** PROVIDED ENTRIES follows **
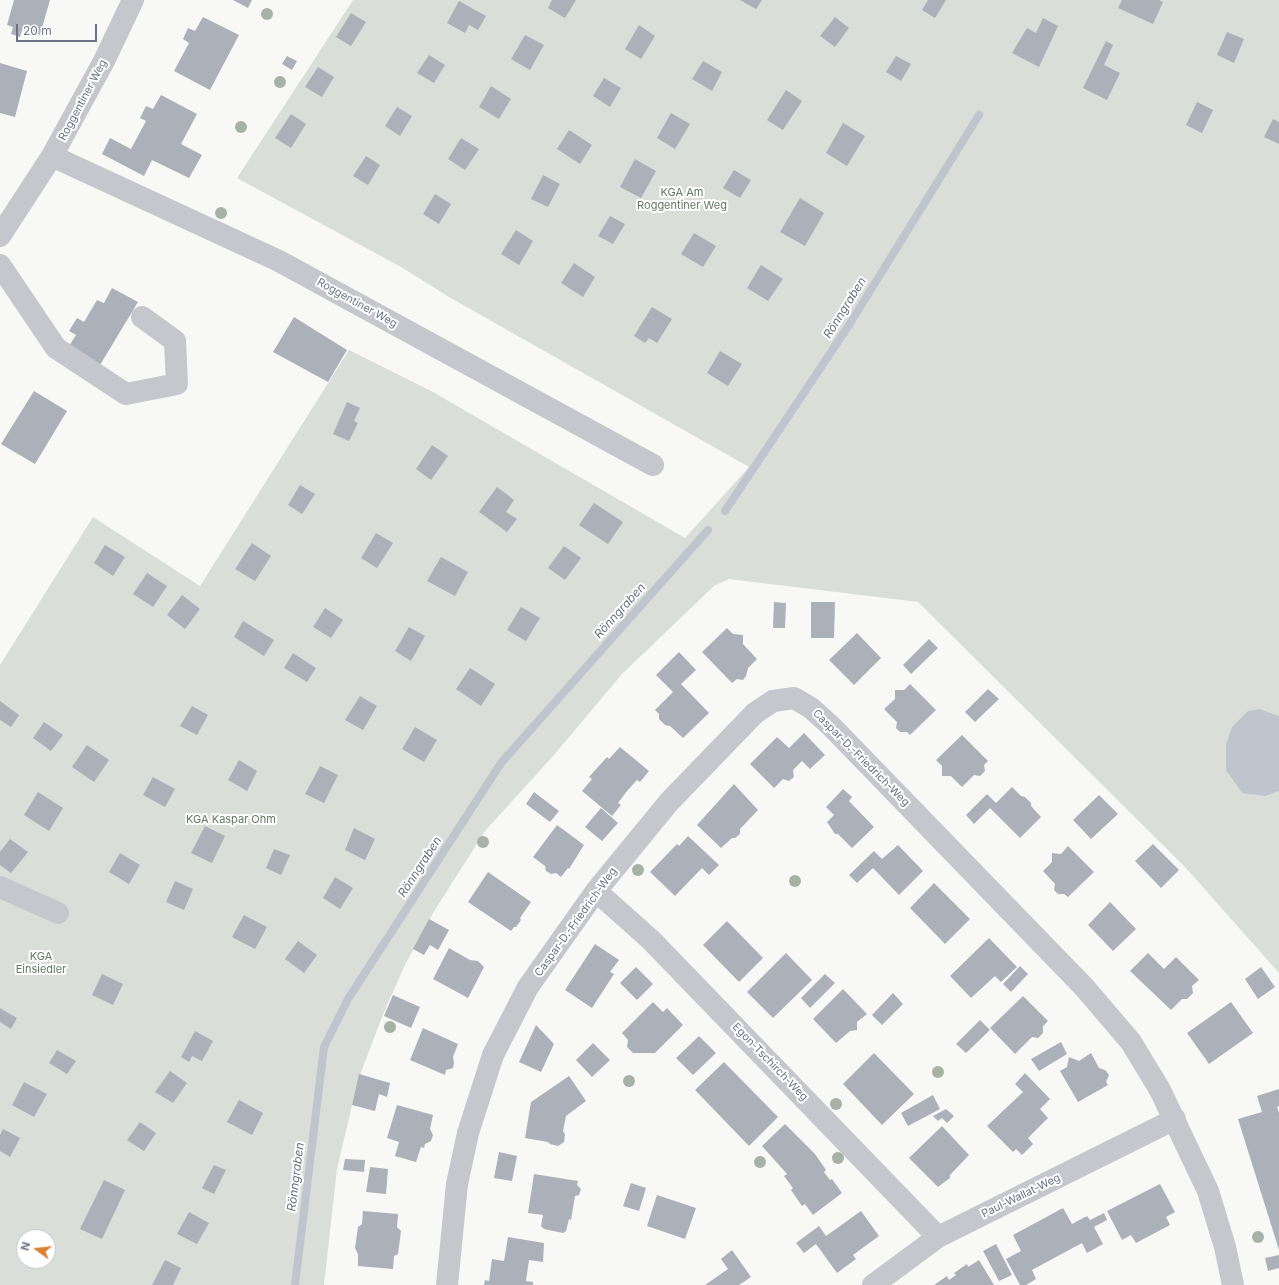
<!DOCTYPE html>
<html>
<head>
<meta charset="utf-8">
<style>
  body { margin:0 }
  #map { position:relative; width:1279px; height:1285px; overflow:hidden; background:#f8f9f7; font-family:Inter,sans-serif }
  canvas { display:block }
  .north { position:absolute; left:16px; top:1229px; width:40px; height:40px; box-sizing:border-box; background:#fff; border:1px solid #c3c7cf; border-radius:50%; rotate:285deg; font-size:11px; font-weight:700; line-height:16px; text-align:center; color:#6a7386 }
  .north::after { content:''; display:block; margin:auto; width:14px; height:18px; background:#d98036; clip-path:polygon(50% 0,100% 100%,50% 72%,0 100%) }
  .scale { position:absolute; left:16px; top:24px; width:81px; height:18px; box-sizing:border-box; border:2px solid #6a7386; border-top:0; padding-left:5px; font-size:12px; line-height:14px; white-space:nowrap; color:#6a7386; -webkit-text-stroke:3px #fff; paint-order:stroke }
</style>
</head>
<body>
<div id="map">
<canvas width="1279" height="1285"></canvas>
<div class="north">N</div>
<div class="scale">20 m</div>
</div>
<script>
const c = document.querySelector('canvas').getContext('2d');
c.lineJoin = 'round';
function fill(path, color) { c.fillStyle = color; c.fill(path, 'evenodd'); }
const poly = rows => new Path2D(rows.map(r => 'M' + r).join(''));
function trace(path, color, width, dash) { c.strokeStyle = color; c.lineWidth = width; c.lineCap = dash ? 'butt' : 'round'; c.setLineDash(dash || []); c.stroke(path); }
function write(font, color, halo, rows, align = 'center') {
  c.font = font + ' Inter,sans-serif'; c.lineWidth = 4; c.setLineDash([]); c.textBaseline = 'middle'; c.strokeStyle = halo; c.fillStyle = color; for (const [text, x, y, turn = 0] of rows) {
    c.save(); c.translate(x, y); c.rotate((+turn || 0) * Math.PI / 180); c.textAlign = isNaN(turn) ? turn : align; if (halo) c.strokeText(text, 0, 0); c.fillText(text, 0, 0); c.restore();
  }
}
fill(poly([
  [353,0,1279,0,1279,973,1185,867,918,602,729,579,714,586,622,674,554,755,485,831,433,913,405,965,384,1012,358,1080,337,1169,324,1285,0,1285,0,665,93,517,200,586,349,350,433,392,685,538,749,467,449,297,401,267,237,178],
  [24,1237,48,1237,48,1261,24,1261]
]), '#d9dfd8');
fill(poly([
  [1259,709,1279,716,1279,791,1265,796,1242,793,1226,770,1226,745,1232,727,1248,711]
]), '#bfc5cc');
trace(poly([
  [725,511,849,325,979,115],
  [295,1285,324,1047,348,999,501,763,708,530]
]), '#bfc5cc', 8);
fill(poly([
  [14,0,50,0,40,35,22,30,20,37,11,34,13,27,7,25],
  [233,0,252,0,248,8],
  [552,0,576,0,565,18,548,8],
  [740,0,762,0,756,9],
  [928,0,946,0,935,18,922,10],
  [1122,0,1159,0,1163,2,1153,24,1118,8],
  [459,1,486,16,478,30,469,25,465,33,447,23],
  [351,13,366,22,351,46,336,37],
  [203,17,239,35,210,90,174,71,189,43,183,39,188,28,195,31],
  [835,17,849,28,835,47,820,36],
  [1043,18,1058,26,1039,67,1012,53,1027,28,1036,33],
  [639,25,655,36,641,59,625,49],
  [1227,32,1244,39,1234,63,1217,55],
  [525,35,544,45,530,70,511,59],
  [1106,41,1113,45,1104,65,1120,73,1107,100,1083,88],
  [429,55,445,65,434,83,417,73],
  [287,56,297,61,292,70,282,64],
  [896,56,911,64,901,81,886,72],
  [703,61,722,72,712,91,692,79],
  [0,63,27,71,15,117,0,113],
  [318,67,334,77,322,97,305,87],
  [604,78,621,88,610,107,593,96],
  [491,86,511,99,499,119,479,107],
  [786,90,802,101,783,130,767,120],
  [161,95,197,114,181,144,202,155,189,178,152,160,144,176,102,154,110,138,131,149,146,121,140,118,146,106,153,109],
  [1197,102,1213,110,1202,133,1186,125],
  [397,107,412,116,400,136,385,126],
  [671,113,690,124,675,149,657,138],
  [291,114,306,124,291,148,275,138],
  [1273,119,1279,122,1279,144,1264,137],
  [843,123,865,136,847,166,826,153],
  [569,130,592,145,580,164,557,149],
  [461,138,479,149,465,170,448,159],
  [366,156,380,165,368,185,353,176],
  [635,159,656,171,641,198,620,187],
  [734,170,751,180,740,198,723,188],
  [543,175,560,184,548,207,531,199],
  [435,194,451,204,439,224,423,214],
  [800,198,824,213,805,246,780,232],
  [610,216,625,224,613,244,598,236],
  [516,230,533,241,519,265,501,254],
  [694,233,716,246,703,267,681,254],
  [574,263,595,277,583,297,561,283],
  [761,265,783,279,768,301,747,288],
  [112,288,138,302,100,365,69,346,76,335,69,331,77,318,84,322,97,300,104,303],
  [652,307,672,319,657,343,649,338,645,343,634,336],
  [294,317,347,350,328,382,273,352],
  [720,351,742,364,728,386,707,373],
  [34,391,67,411,35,464,1,444],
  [347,402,360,408,354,421,358,423,349,441,333,434],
  [432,445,448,456,431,480,416,469],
  [300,485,315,494,302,514,288,505],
  [497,487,514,500,506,512,517,519,507,532,479,512],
  [594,503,623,522,608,544,579,525],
  [376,533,393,543,377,568,361,558],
  [252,543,271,556,255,581,235,569],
  [105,545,125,557,113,576,94,563],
  [564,546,581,558,565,580,548,568],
  [441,557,468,572,455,596,427,581],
  [147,573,167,586,153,607,133,594],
  [182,595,200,609,185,629,167,615],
  [774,602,786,603,785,628,773,628],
  [811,602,835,602,834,638,811,638],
  [521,607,540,618,526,641,507,630],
  [325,608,343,620,331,638,313,627],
  [243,621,274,640,264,656,234,637],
  [409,627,425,636,411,661,395,651],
  [727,628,733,634,743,635,743,644,757,659,748,668,746,676,743,680,737,679,732,683,702,652],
  [857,633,881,658,854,685,829,660],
  [929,639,938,648,911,674,903,665],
  [679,652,696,670,681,684,709,713,683,738,670,726,665,725,659,719,659,714,655,710,673,692,656,675],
  [293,653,316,668,307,682,284,668],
  [470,668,495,684,481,706,456,689],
  [910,684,936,710,910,735,907,732,900,732,896,728,897,722,884,709,895,699,895,690,904,690],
  [988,689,999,699,975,722,965,712],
  [360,696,377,706,363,730,345,720],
  [0,701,19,715,11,727,0,720],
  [192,706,208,715,197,735,180,726],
  [44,722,63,735,51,751,33,738],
  [415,727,437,740,424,762,402,749],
  [804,733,825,755,810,769,802,761,793,770,794,777,789,781,783,779,774,788,750,764,777,737,789,748],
  [962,735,988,761,984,765,985,771,980,776,974,775,962,787,951,776,942,776,942,766,936,760],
  [87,745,109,760,94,782,72,767],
  [620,747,649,771,640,782,637,780,627,791,618,803,621,805,612,816,582,791,592,779,589,777,607,757,609,759],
  [239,760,257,771,247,791,228,780],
  [320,766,338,775,324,803,305,794],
  [153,777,175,789,165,807,143,795],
  [734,784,758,810,740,829,740,834,735,838,732,838,721,848,697,825],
  [1012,787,1021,796,1025,797,1031,803,1031,806,1041,817,1020,838,990,808,974,824,966,815,987,794,996,803],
  [843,789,852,797,849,801,874,827,852,848,838,834,835,834,827,822,834,815,826,807],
  [38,792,63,808,49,831,24,815],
  [534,792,559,811,550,822,526,804],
  [1099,795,1118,814,1091,839,1073,820],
  [601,808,618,823,602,841,585,827],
  [557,825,584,845,569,869,568,868,561,877,556,873,551,874,546,871,545,866,533,857],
  [205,826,225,836,212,863,191,853],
  [354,828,375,839,365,860,345,850],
  [688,836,719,865,709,875,702,868,675,896,650,872,677,844,679,846],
  [10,839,28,852,11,873,0,865,0,852],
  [1153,844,1179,870,1161,888,1135,861],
  [898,845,923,871,899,895,873,868,857,883,849,875,874,851,882,859],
  [1068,846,1094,872,1068,897,1064,894,1058,894,1054,890,1055,884,1043,871,1052,862,1052,853,1061,854],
  [274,849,290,855,281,875,266,868],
  [120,853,140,865,129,884,109,872],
  [488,872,531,902,520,918,521,920,516,927,514,927,511,931,468,902],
  [335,877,353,888,340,909,323,898],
  [175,881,193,889,184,910,166,902],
  [934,883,970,919,945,944,910,908],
  [1110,902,1136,929,1113,951,1088,925],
  [244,915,267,927,255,949,232,937],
  [429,919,449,930,438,950,430,945,424,955,413,949],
  [727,921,763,958,739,982,703,945],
  [989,938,1017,967,1001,982,995,976,971,998,950,976],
  [298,941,317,955,304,973,285,959],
  [595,944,619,960,610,972,614,974,592,1008,565,990],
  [449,948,470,960,478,961,484,967,468,998,433,979],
  [786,953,812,980,773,1018,747,992],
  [1148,953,1164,969,1176,957,1199,980,1192,986,1193,993,1187,999,1182,999,1171,1010,1130,971],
  [1020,966,1028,974,1011,992,1003,984],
  [636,967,653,984,637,1000,620,983],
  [1261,967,1275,987,1258,999,1245,979],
  [102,974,123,984,113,1005,92,995],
  [825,974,835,983,810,1008,801,998],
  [843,989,867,1014,857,1022,857,1030,850,1031,836,1043,813,1019],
  [893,993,903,1004,882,1025,872,1015],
  [393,995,420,1007,411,1028,384,1016],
  [1023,996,1048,1021,1043,1026,1043,1033,1038,1038,1032,1037,1015,1054,990,1028],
  [653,1002,663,1012,667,1008,683,1025,655,1053,633,1053,627,1047,628,1040,622,1033],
  [1231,1002,1253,1033,1209,1064,1187,1033],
  [0,1008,17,1018,11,1029,0,1022],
  [980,1020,990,1030,966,1053,956,1044],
  [536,1025,554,1044,541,1072,519,1062],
  [423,1028,458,1044,453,1057,454,1063,453,1068,446,1070,445,1075,410,1060],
  [195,1031,213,1041,202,1061,192,1056,189,1062,181,1057],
  [699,1036,716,1053,693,1075,676,1058],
  [1061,1042,1067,1054,1039,1071,1031,1059],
  [593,1043,610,1060,592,1077,576,1060],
  [57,1050,76,1061,67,1074,49,1063],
  [874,1053,914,1094,882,1125,843,1084],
  [1091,1053,1099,1068,1105,1070,1109,1075,1106,1082,1108,1085,1078,1102,1060,1071,1067,1067,1069,1057,1079,1061],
  [724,1062,778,1117,749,1146,695,1090],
  [170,1071,187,1083,173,1103,155,1092],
  [1025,1073,1050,1099,1040,1109,1048,1118,1028,1138,1033,1144,1022,1155,1016,1149,1013,1152,987,1126,1023,1092,1015,1084],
  [359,1074,390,1083,387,1097,379,1094,375,1111,352,1105],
  [569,1076,586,1101,566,1116,563,1131,565,1134,564,1142,558,1146,550,1144,548,1142,525,1138,531,1102],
  [24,1082,47,1094,34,1117,12,1105],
  [1279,1089,1279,1106,1277,1107,1279,1113,1279,1250,1238,1119,1262,1112,1257,1096],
  [933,1095,940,1109,908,1126,901,1113],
  [239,1100,263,1113,252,1135,227,1122],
  [397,1105,433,1115,430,1129,433,1135,431,1141,425,1144,424,1148,421,1147,416,1162,395,1156,399,1142,387,1138],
  [946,1109,954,1116,947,1123,942,1118,938,1121,933,1116],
  [140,1122,156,1133,144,1151,127,1140],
  [785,1124,815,1154,826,1170,824,1172,830,1180,832,1179,842,1193,813,1215,805,1204,802,1206,791,1190,793,1188,784,1176,787,1174,762,1146],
  [942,1126,969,1155,950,1175,950,1178,938,1187,909,1158],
  [3,1129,20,1138,10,1157,0,1151,0,1135],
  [499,1152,517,1156,512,1181,494,1178],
  [345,1159,365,1160,364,1172,343,1170],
  [214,1165,226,1170,214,1194,202,1188],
  [370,1167,388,1169,386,1194,366,1192],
  [534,1174,578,1181,577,1185,581,1189,579,1195,575,1196,571,1220,569,1219,566,1231,563,1233,544,1229,541,1226,543,1215,528,1213],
  [104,1180,125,1190,102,1239,80,1229],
  [631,1183,646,1188,639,1211,623,1206],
  [1160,1184,1175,1212,1166,1217,1170,1225,1136,1243,1131,1235,1122,1240,1107,1211],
  [657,1195,696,1208,685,1239,647,1226],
  [1063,1208,1072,1224,1087,1216,1090,1220,1104,1213,1107,1220,1094,1227,1103,1244,1087,1253,1082,1243,1032,1270,1036,1279,1026,1285,1020,1285,1006,1259,1021,1251,1013,1235],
  [363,1211,398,1214,397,1227,401,1231,398,1254,394,1256,393,1269,358,1266,358,1254,355,1248,358,1227,362,1224],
  [861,1211,879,1236,853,1255,856,1259,837,1273,816,1244,804,1253,796,1243,819,1226,826,1236],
  [189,1212,209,1223,197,1244,177,1234],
  [508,1237,544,1243,543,1262,529,1260,526,1281,533,1282,533,1285,484,1285,485,1280,489,1281,492,1259,504,1261],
  [996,1244,1012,1275,999,1281,983,1251],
  [732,1250,751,1277,739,1285,705,1285,728,1269,721,1259],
  [1279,1255,1279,1268,1268,1271,1265,1258],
  [165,1260,181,1268,173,1285,152,1285],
  [979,1260,994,1285,934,1285,947,1276,949,1280,956,1275,954,1273,967,1264,968,1267]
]), '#acb0b9');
trace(poly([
  [52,156,279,261,653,465],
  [0,236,52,156,104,61,133,0],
  [0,265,56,348,126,394,177,384,175,341,142,317],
  [0,887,58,913],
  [596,891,651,940,938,1237],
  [447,1285,457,1184,468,1133,493,1055,528,987,596,891,669,802,755,713,773,701,794,698,811,708,831,726,1084,987,1131,1042,1160,1090,1208,1191,1225,1247,1233,1285],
  [873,1285,938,1237,1175,1119]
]), '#c5c7cc', 22);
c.fillStyle = '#a7b2a7';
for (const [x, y] of [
  [267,14],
  [280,82],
  [241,127],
  [221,213],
  [483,842],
  [638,870],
  [795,881],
  [390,1027],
  [938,1072],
  [629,1081],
  [836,1104],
  [838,1158],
  [760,1162],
  [1258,1237]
]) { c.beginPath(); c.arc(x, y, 6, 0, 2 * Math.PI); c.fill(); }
write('11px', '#6a7386', '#fff', [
  ["Roggentiner Weg",83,100,-62],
  ["Roggentiner Weg",357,303,29],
  ["Caspar-D.-Friedrich-Weg",861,758,45],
  ["Caspar-D.-Friedrich-Weg",576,922,-54],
  ["Egon-Tschirch-Weg",770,1062,46],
  ["Paul-Wallat-Weg",1021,1196,-26]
]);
write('11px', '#647865', '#fff', [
  ["KGA Am",682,193],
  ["Roggentiner Weg",682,206],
  ["KGA Kaspar Ohm",231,820],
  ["KGA",41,957],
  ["Einsiedler",41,970]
]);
write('italic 12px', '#667381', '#fff', [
  ["Rönngraben",845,308,-58],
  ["Rönngraben",620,611,-48],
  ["Rönngraben",420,867,-57],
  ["Rönngraben",296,1177,-83]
]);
</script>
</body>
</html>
** End of PROVIDED ENTRIES **
● **TASK DETAILS**
Identify the lines of the entries containing the string "strokeStyle". Copy each such line.

● **SOLUTION FOR THIS PROBLEM**
function trace(path, color, width, dash) { c.strokeStyle = color; c.lineWidth = width; c.lineCap = dash ? 'butt' : 'round'; c.setLineDash(dash || []); c.stroke(path); }
  c.font = font + ' Inter,sans-serif'; c.lineWidth = 4; c.setLineDash([]); c.textBaseline = 'middle'; c.strokeStyle = halo; c.fillStyle = color; for (const [text, x, y, turn = 0] of rows) {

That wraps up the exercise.